Chi ama i libri sperimenta presto la sensazione di essere come Pollicino: in letture diverse incontriamo richiami e suggestioni comuni, assonanze e coincidenze: allora la pagina si illumina, cogliamo un senso più ampio e profondo del testo, facciamo una piccola gioiosa esperienza di una possibile coesione del mondo.
A queste amate coincidenze sono quasi abituata, tuttavia qualche mese fa ho avuto una percezione così nitida e precisa da ammutolirmi e commuovermi: durante la mia lettura testardamente lenta de I Fratelli Karamazov, nel Libro VI che è posto al cuore del romanzo, mi sono imbattuta in due pagine che parlano proprio di noi e a noi: dall’ultima opera di Dostoevskij, che risale al 1879, mi è arrivata inaspettata la descrizione puntuale della “via del ritorno”, che intraprendiamo e riprendiamo ogni giorno in Darsi Pace.
Oltre a questo, ho trovato una raffigurazione che mi è sembrata profetica della parabola distruttiva dell’io ego-centrato, ancora alle soglie del Novecento. E l’annuncio di quella nuova umanità che faticosamente, gioiosamente, follemente cerchiamo di scorgere e di incarnare.

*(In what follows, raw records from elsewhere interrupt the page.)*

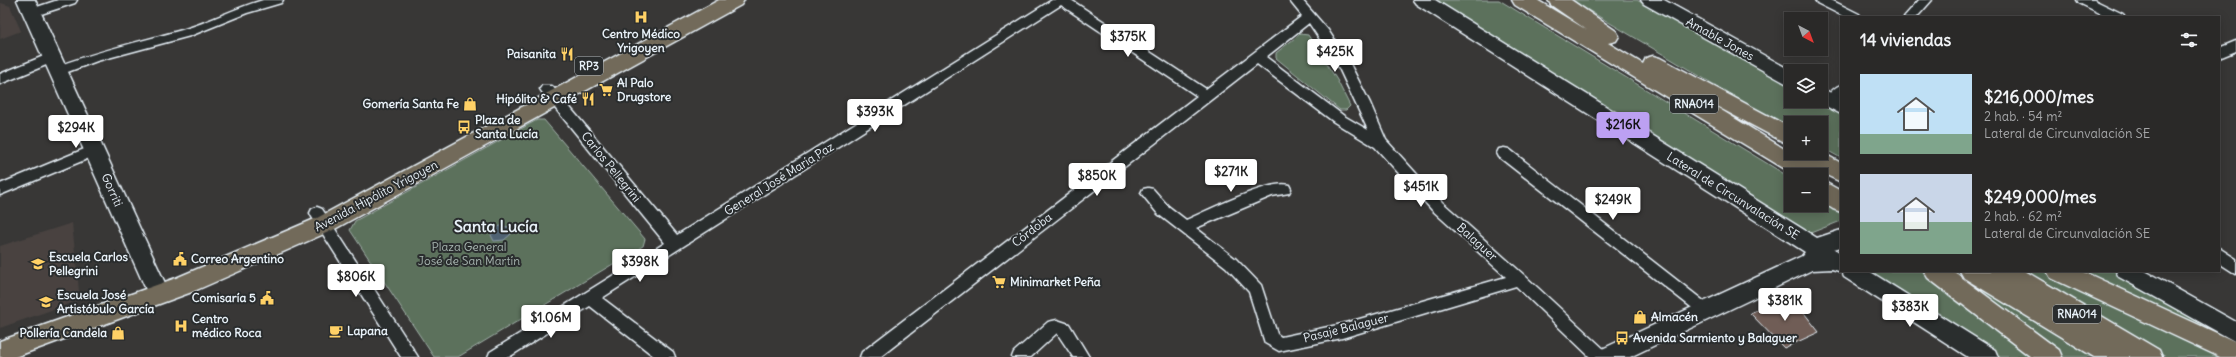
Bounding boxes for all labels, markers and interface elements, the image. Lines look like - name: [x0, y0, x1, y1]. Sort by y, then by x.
- hospital icon: Centro Médico Yrigoyen: [633, 9, 649, 25]
- north arrow: [1784, 12, 1828, 56]
- map controls: [1784, 12, 1828, 212]
- street label: Amable Jones: [1684, 14, 1757, 63]
- pin: $375K: [1100, 24, 1156, 58]
- place label: Centro Médico Yrigoyen: [602, 26, 680, 56]
- text: $375K: [1110, 28, 1146, 45]
- text: 14 viviendas: [1860, 29, 1951, 51]
- icon: filters: [2178, 29, 2200, 51]
- pin: $425K: [1307, 39, 1363, 73]
- text: $425K: [1316, 43, 1354, 60]
- place label: Paisanita: [507, 46, 556, 61]
- restaurant icon: Paisanita: [559, 46, 575, 62]
- road number: RP3: [575, 57, 603, 75]
- button: layers: [1784, 64, 1828, 108]
- place label: Al Palo Drugstore: [617, 75, 672, 105]
- supermarket icon: Al Palo Drugstore: [598, 82, 614, 98]
- text: $216,000/mes: [1984, 86, 2094, 108]
- icon: home: [1892, 90, 1940, 138]
- place label: Hipólito & Café: [496, 91, 578, 107]
- restaurant icon: Hipólito & Café: [580, 91, 596, 107]
- road number: RNA014: [1670, 95, 1718, 113]
- place label: Gomería Santa Fe: [363, 96, 460, 111]
- shop icon: Gomería Santa Fe: [462, 96, 478, 112]
- pin: $393K: [847, 99, 903, 133]
- text: $393K: [856, 103, 894, 120]
- text: 2 hab. · 54 m²: [1984, 108, 2062, 125]
- place label: Plaza de Santa Lucía: [475, 112, 538, 141]
- pin: $216K: [1595, 112, 1651, 146]
- pin: $294K: [48, 115, 104, 149]
- text: $216K: [1605, 116, 1641, 133]
- button: +: [1784, 116, 1828, 160]
- text: $294K: [57, 119, 95, 136]
- bus stop icon: Plaza de Santa Lucía: [456, 119, 472, 135]
- text: Lateral de Circunvalación SE: [1984, 125, 2150, 142]
- street label: Carlos Pellegrini: [578, 128, 644, 205]
- street label: General José María Paz: [721, 139, 837, 218]
- street label: Lateral de Circunvalación SE: [1664, 148, 1802, 243]
- street label: Avenida Hipólito Yrigoyen: [312, 157, 440, 234]
- pin: $271K: [1203, 159, 1259, 193]
- pin: $850K: [1069, 163, 1125, 197]
- text: $271K: [1214, 163, 1248, 180]
- text: $850K: [1078, 167, 1116, 184]
- button: −: [1784, 168, 1828, 212]
- street label: Gorriti: [99, 171, 126, 209]
- pin: $451K: [1393, 174, 1449, 208]
- text: $451K: [1403, 178, 1439, 195]
- text: $249,000/mes: [1984, 186, 2096, 208]
- pin: $249K: [1585, 187, 1641, 221]
- icon: home: [1892, 190, 1940, 238]
- text: $249K: [1594, 191, 1632, 208]
- text: 2 hab. · 62 m²: [1984, 208, 2062, 225]
- street label: Córdoba: [1009, 209, 1055, 250]
- district label: Santa Lucía: [454, 216, 538, 236]
- street label: Balaguer: [1454, 220, 1501, 264]
- text: Lateral de Circunvalación SE: [1984, 225, 2150, 242]
- park label: Plaza General José de San Martín: [418, 239, 520, 268]
- place label: Escuela Carlos Pellegrini: [49, 249, 128, 279]
- pin: $398K: [612, 249, 668, 283]
- public building icon: Correo Argentino: [172, 251, 188, 267]
- place label: Correo Argentino: [191, 251, 284, 267]
- text: $398K: [621, 253, 659, 270]
- school or university icon: Escuela Carlos Pellegrini: [30, 256, 46, 272]
- pin: $806K: [328, 264, 384, 298]
- text: $806K: [337, 268, 375, 285]
- supermarket icon: Minimarket Peña: [991, 274, 1007, 290]
- place label: Minimarket Peña: [1010, 274, 1101, 289]
- place label: Escuela José Artistóbulo García: [57, 287, 155, 316]
- pin: $381K: [1757, 288, 1813, 322]
- place label: Comisaría 5: [192, 290, 256, 305]
- public building icon: Comisaría 5: [259, 290, 275, 306]
- text: $381K: [1767, 292, 1803, 309]
- school or university icon: Escuela José Artistóbulo García: [38, 294, 54, 310]
- pin: $383K: [1882, 294, 1938, 328]
- text: $383K: [1891, 298, 1929, 315]
- pin: $1.06M: [518, 305, 584, 339]
- road number: RNA014: [2053, 305, 2101, 323]
- text: $1.06M: [530, 309, 572, 326]
- shop icon: Almacén: [1632, 309, 1648, 325]
- place label: Almacén: [1651, 309, 1698, 324]
- street label: Pasaje Balaguer: [1302, 310, 1390, 345]
- place label: Centro médico Roca: [192, 311, 262, 340]
- hospital icon: Centro médico Roca: [173, 318, 189, 334]
- cafe icon: Lapana: [328, 323, 344, 339]
- place label: Lapana: [347, 323, 388, 339]
- place label: Pollería Candela: [20, 325, 107, 340]
- shop icon: Pollería Candela: [110, 325, 126, 341]
- bus stop icon: Avenida Sarmiento y Balaguer: [1614, 330, 1630, 346]
- place label: Avenida Sarmiento y Balaguer: [1633, 330, 1797, 346]

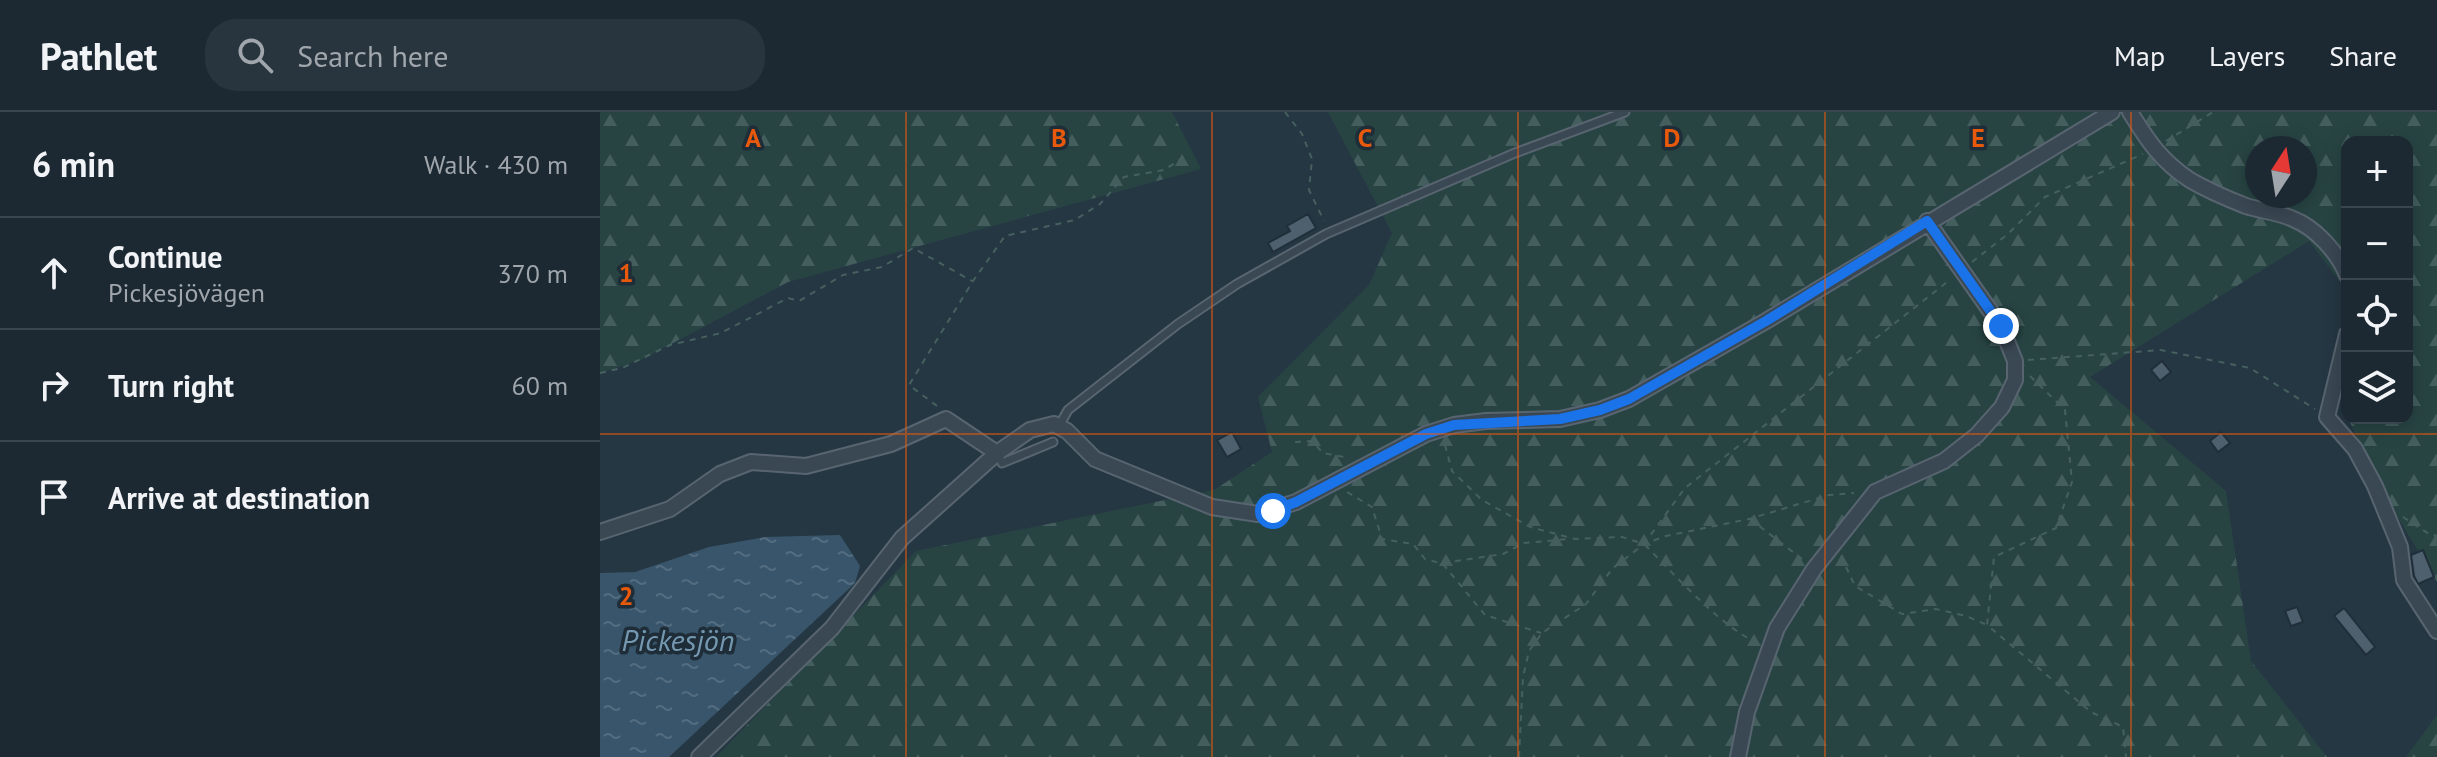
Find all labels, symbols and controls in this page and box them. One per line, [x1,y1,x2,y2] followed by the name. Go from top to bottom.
[205,19,765,91] search box
[40,31,157,80] text: Pathlet
[233,33,277,77] icon: search
[297,36,449,75] text: Search here
[2114,37,2165,74] text: Map
[2209,37,2285,74] text: Layers
[2329,37,2397,74] text: Share
[745,121,761,154] text: A
[1051,121,1067,154] text: B
[1358,121,1372,154] text: C
[1664,121,1680,154] text: D
[1971,121,1985,154] text: E
[2245,136,2317,208] north arrow
[2341,136,2413,424] map controls
[2341,136,2413,208] button: +
[32,142,115,186] text: 6 min
[424,148,568,181] text: Walk · 430 m
[2341,208,2413,280] button: −
[108,237,222,276] text: Continue
[32,251,76,295] icon: ahead
[619,256,633,289] text: 1
[497,257,568,290] text: 370 m
[108,276,265,309] text: Pickesjövägen
[2341,280,2413,352] button: locate
[1983,308,2019,344] route end
[2341,352,2413,424] button: layers
[32,363,76,407] icon: right
[108,366,234,405] text: Turn right
[512,369,568,402] text: 60 m
[32,475,76,519] icon: arrive
[108,478,370,517] text: Arrive at destination
[1255,493,1291,529] route start
[619,579,633,612] text: 2
[622,620,734,659] water label: Pickesjön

La voce narrante in queste pagine è quella del monaco “starec” Zosima, che racconta gli anni della sua formazione. L’altro personaggio è il “visitatore misterioso”, “un uomo stimato da tutti, agiatissimo, conosciuto per la sua munificenza”, che nasconde fino a quel momento il segreto di un gravissimo delitto commesso molti anni prima: grazie all’incontro con il futuro starec, il visitatore si determinerà a confessare, portando a compimento il proprio percorso di redenzione.
Buona lettura o rilettura a tutti!
” – Che la vita sia un paradiso, – mi diceva a un tratto, – è una cosa a cui vado pensando già da gran tempo, – e bruscamente soggiungeva: – E’ anzi la sola cosa a cui vado pensando -. Mi dà un’occhiata e dice, sorridendo: – Io ne son convinto più di voi: a suo tempo saprete perché -. A sentirlo parlare così, io pensavo fra me: <<Probabilmente, ha intenzione di confidarmi qualche cosa>>. – Il paradiso, – continuava egli, – sta annidato in ciascuno di noi: ecco qui, anche in me sta nascosto, e, purché io volessi, domani stesso s’instaurerebbe per me in modo effettivo, e per tutto il corso della mia vita.

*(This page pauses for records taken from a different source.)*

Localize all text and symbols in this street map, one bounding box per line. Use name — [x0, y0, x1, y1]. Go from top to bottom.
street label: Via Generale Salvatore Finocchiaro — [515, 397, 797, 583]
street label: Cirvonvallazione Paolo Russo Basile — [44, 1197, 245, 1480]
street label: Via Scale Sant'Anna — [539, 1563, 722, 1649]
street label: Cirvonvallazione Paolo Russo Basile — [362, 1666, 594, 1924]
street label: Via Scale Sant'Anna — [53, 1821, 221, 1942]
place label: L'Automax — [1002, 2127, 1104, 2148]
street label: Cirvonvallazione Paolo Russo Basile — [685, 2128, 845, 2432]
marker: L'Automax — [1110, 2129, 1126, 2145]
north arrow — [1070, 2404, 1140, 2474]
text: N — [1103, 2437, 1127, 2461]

Io lo osservo: parla con commozione, e di soppiatto guarda a me, in aria interrogativa. – E che poi ciascun uomo sia per tutti colpevole, indipendentemente dai peccati suoi, è questa una conclusione a cui siete giunto in modo giustissimo, ed è anzi sorprendente come di colpo voi abbiate potuto abbracciare in tutta la sua estensione un concetto simile. E in verità si può sperare che quando gli uomini intenderanno questo concetto, s’instaurerà fra essi il regno dei cieli non già come un sogno, ma come una realtà effettiva.
– Ma quando, – esclamai io a questo punto, dolorosamente, – questo avverrà, e sarà mai che avvenga? Non è forse un sogno, e nient’altro?
– Ecco, – rispose, – voi non avete fede: predicate agli altri e non avete fede. Sappiate invece che, in modo certo, questo sogno, come voi lo chiamate, si avvererà, credeteci pure: ma non sarà già adesso, poiché ogni avvenimento ha la sua legge. Si tratta d’un fatto spirituale, psicologico. Per rifare a nuovo il mondo, bisogna che gli uomini stessi, nella sfera psichica, compiano un rivolgimento in una nuova direzione. Finché tu non ti sarai fatto realmente fratello ad ognuno, non s’instaurerà la fratellanza. Giammai, con l’aiuto di nessuna scienza e sotto la spinta di nessun interesse, gli uomini non riusciranno a dividersi fra loro rettamente i propri beni e i propri diritti. Sempre ciascuno crederà d’aver poco, e sempre mormoreranno, s’invidieranno e si massacreranno l’un l’altro. Voi chiedete quando quello si avvererà. Si avvererà, ma prima deve concludersi il periodo dell’umano isolamento.
– Di quale isolamento intendete parlare? – domandai io.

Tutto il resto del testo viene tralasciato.